Look through the material beneath and copy each line with the word "arrow".

▸ Records for this task:
━━━━━━━━━━━━━━━━
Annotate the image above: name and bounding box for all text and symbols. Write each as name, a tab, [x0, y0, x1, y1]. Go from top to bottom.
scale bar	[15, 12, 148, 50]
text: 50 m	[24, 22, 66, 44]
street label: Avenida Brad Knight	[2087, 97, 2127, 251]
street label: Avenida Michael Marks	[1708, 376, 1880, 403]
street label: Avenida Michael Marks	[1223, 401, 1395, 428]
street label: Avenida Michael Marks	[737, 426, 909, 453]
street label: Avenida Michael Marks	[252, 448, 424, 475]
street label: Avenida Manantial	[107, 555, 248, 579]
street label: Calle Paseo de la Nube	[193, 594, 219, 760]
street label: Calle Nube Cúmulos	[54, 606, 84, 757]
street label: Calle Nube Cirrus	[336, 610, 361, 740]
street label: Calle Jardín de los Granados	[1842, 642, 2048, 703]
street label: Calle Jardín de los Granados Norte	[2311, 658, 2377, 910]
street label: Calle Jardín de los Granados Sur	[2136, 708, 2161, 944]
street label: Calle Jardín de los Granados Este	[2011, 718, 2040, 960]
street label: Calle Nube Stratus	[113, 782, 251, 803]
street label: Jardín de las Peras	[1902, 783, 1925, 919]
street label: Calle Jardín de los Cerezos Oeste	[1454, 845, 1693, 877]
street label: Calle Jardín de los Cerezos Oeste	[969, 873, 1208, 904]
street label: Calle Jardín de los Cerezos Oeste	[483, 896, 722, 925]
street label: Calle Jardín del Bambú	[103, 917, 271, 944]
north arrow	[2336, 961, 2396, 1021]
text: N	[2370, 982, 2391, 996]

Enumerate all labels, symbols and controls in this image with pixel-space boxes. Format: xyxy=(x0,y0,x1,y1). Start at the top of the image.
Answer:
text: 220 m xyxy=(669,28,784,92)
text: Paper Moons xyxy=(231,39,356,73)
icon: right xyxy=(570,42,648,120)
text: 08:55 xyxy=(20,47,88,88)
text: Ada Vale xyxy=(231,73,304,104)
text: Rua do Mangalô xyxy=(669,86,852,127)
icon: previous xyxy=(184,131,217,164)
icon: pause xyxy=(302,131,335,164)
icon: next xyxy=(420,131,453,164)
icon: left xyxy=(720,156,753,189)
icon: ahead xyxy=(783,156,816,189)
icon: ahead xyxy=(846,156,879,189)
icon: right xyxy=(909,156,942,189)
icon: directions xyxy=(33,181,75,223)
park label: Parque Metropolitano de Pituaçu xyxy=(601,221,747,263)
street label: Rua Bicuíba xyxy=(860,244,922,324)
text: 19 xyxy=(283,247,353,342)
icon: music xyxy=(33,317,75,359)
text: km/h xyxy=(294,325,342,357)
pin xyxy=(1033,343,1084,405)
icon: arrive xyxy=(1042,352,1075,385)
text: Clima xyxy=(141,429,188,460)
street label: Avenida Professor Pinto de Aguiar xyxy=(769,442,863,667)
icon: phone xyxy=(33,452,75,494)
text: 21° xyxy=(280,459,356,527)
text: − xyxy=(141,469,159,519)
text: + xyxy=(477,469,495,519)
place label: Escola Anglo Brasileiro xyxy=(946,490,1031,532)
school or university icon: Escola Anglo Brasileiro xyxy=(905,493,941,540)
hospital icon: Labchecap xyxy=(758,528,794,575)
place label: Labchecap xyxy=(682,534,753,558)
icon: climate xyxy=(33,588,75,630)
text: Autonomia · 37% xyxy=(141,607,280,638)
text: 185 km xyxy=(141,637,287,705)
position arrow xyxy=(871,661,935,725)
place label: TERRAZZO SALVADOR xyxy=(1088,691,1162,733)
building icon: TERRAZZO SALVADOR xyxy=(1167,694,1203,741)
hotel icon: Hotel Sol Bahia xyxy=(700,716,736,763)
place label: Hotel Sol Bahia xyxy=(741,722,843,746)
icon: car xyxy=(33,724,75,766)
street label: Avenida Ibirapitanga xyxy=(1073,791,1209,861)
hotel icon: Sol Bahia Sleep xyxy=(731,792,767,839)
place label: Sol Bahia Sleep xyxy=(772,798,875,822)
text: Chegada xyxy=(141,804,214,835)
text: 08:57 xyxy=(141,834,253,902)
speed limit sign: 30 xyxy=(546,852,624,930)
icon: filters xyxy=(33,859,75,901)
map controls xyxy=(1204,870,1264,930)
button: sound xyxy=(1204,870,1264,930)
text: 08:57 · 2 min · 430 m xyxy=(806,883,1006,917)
━━━━━━━━━━━━━━━━
▸ Output:
north arrow	[2336, 961, 2396, 1021]
position arrow xyxy=(871,661,935,725)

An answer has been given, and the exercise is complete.